WHAT YOU NEED TO DO
Search the entries for the word "labels". Copy every line where it turns up.

BEGIN INPUT MATERIAL

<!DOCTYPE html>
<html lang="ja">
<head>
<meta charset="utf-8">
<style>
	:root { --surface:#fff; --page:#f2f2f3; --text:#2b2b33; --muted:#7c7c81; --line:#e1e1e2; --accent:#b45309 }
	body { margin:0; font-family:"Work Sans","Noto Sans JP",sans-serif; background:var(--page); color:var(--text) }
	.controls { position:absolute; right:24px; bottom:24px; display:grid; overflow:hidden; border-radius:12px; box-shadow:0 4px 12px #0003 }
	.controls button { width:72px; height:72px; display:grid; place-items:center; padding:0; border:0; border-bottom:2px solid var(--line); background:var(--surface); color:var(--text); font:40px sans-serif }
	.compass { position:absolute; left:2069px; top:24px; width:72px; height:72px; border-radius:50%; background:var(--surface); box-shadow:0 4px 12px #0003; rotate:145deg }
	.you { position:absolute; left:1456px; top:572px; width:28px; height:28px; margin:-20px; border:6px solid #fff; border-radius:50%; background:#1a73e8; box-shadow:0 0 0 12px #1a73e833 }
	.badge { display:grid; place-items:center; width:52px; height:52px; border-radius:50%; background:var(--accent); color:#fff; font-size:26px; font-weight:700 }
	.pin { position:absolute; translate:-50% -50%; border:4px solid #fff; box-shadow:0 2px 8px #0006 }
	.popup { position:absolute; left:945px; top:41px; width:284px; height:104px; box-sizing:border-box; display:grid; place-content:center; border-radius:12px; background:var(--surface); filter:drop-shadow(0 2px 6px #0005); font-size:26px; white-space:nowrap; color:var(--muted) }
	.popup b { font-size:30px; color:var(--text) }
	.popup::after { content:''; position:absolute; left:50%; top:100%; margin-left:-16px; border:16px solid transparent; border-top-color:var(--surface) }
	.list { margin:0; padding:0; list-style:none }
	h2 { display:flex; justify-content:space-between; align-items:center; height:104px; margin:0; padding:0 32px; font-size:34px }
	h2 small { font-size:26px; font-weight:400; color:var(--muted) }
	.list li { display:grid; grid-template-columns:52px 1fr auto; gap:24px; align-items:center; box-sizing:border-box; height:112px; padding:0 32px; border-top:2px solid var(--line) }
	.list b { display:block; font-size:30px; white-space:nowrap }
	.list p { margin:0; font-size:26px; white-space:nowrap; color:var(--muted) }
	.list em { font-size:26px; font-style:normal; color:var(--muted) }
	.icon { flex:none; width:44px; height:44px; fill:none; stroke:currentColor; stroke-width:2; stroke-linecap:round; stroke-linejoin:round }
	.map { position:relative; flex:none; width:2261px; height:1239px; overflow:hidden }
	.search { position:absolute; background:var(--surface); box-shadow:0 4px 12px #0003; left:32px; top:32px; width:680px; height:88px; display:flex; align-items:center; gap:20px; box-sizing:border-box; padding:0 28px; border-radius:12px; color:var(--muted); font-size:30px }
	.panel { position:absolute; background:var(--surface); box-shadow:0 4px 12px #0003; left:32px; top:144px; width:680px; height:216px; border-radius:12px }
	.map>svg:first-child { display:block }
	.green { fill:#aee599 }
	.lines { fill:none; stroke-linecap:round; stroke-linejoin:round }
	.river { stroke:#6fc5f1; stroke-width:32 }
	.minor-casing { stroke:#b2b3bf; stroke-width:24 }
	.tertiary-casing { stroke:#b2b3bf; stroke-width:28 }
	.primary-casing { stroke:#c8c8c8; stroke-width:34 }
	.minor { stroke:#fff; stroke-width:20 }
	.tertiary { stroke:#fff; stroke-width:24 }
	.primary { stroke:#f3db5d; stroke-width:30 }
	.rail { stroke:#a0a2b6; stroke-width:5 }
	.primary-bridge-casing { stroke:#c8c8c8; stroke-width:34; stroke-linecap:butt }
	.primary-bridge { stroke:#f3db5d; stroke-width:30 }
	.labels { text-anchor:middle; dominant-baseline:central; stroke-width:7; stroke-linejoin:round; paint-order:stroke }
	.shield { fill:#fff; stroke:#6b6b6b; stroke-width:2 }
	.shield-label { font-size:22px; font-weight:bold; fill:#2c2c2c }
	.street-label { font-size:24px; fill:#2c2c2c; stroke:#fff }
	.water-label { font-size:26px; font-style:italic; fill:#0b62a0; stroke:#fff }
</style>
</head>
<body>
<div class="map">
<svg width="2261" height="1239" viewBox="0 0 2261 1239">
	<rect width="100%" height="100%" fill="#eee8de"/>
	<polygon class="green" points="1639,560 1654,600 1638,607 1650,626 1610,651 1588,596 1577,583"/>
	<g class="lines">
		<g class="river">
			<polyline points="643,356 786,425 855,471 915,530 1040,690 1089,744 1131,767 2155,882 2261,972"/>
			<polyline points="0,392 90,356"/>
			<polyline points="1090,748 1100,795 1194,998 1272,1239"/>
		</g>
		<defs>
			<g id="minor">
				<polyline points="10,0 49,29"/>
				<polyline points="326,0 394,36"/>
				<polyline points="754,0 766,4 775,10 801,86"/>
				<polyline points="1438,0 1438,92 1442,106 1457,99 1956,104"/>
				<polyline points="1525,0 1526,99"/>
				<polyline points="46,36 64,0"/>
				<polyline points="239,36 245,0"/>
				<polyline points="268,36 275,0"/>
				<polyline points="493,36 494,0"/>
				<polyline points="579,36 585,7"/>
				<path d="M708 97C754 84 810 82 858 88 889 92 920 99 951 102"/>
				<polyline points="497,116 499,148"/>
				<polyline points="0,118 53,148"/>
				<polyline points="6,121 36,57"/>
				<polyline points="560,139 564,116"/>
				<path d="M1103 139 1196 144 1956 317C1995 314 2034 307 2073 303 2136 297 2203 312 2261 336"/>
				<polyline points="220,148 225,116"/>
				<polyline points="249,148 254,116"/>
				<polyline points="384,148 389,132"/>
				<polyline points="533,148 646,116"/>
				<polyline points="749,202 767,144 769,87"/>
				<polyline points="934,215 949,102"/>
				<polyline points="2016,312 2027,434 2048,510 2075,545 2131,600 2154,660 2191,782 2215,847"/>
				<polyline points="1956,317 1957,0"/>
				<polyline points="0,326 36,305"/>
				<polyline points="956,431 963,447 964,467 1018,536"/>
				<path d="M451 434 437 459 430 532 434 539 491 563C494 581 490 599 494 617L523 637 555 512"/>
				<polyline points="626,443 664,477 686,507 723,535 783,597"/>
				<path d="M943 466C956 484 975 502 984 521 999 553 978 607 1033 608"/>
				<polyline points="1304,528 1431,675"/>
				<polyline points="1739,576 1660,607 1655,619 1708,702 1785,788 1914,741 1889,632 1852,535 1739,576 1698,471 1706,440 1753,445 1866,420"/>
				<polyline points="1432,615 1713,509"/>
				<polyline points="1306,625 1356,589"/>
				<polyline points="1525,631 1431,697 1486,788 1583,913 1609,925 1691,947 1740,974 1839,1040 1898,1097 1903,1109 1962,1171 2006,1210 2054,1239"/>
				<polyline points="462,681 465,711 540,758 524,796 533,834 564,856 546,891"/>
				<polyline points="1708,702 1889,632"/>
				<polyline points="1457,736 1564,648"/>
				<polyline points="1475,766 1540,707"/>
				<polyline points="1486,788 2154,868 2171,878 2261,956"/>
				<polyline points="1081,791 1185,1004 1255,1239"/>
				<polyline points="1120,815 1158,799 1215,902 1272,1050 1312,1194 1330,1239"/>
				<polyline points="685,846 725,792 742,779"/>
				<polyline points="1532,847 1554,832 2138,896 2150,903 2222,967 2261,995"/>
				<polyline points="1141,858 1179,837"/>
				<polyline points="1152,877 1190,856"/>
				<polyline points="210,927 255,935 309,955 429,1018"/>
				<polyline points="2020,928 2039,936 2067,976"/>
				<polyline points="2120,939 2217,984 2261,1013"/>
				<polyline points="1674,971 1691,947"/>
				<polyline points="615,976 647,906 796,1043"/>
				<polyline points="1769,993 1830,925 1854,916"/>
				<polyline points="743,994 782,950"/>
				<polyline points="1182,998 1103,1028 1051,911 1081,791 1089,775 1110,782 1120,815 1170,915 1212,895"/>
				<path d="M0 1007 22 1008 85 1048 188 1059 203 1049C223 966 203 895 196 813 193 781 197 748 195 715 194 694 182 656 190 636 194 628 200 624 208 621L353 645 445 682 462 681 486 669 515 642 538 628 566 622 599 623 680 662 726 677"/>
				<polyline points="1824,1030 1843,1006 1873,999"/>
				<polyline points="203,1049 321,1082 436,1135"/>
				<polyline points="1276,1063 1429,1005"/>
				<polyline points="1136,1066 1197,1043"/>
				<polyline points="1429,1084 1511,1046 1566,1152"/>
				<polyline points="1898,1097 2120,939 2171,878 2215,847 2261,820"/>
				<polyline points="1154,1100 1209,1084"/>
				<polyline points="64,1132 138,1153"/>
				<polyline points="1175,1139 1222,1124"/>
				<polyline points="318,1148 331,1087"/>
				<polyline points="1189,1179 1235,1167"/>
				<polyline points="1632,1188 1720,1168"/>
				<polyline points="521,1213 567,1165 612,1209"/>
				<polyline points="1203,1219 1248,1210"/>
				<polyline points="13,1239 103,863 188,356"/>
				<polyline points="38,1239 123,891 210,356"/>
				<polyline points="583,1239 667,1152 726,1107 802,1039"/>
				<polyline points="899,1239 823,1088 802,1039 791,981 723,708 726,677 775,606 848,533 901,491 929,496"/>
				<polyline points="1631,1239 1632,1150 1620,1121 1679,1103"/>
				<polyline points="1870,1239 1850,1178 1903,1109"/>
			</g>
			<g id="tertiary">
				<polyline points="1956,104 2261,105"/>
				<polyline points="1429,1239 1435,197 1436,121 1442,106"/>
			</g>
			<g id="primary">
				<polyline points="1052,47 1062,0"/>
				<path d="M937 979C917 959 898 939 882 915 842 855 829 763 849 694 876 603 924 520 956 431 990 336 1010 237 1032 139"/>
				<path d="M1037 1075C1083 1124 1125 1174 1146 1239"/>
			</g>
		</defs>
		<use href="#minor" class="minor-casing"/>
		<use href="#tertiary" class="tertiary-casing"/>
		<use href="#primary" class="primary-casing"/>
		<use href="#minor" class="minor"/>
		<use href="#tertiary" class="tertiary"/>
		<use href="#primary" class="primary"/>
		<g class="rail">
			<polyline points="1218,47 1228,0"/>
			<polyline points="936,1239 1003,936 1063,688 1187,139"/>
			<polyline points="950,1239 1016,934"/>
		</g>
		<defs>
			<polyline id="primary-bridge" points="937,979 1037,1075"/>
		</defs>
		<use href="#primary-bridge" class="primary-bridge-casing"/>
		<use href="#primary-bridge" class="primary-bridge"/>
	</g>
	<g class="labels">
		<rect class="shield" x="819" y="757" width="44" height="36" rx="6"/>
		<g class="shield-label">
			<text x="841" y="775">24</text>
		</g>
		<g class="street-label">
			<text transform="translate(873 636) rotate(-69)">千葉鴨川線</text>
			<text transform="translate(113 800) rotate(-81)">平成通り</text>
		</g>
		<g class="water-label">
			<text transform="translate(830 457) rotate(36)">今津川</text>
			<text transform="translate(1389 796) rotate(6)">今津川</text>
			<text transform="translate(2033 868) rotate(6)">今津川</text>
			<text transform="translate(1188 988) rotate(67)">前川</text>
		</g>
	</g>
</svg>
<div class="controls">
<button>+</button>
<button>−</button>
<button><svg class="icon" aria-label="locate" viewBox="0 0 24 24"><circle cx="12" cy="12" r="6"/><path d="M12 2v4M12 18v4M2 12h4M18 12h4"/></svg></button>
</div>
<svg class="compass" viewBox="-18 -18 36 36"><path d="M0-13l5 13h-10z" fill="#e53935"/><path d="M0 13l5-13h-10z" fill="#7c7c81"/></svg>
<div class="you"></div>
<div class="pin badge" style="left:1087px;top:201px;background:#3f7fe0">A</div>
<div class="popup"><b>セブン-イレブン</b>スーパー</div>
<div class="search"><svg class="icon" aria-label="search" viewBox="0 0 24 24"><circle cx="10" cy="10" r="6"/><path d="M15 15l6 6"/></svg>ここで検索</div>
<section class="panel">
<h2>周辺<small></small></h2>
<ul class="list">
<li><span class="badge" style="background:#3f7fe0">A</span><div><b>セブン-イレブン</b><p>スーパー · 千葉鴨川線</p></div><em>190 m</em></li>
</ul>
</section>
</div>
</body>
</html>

END INPUT MATERIAL

FINISHED TASK
	.labels { text-anchor:middle; dominant-baseline:central; stroke-width:7; stroke-linejoin:round; paint-order:stroke }
	<g class="labels">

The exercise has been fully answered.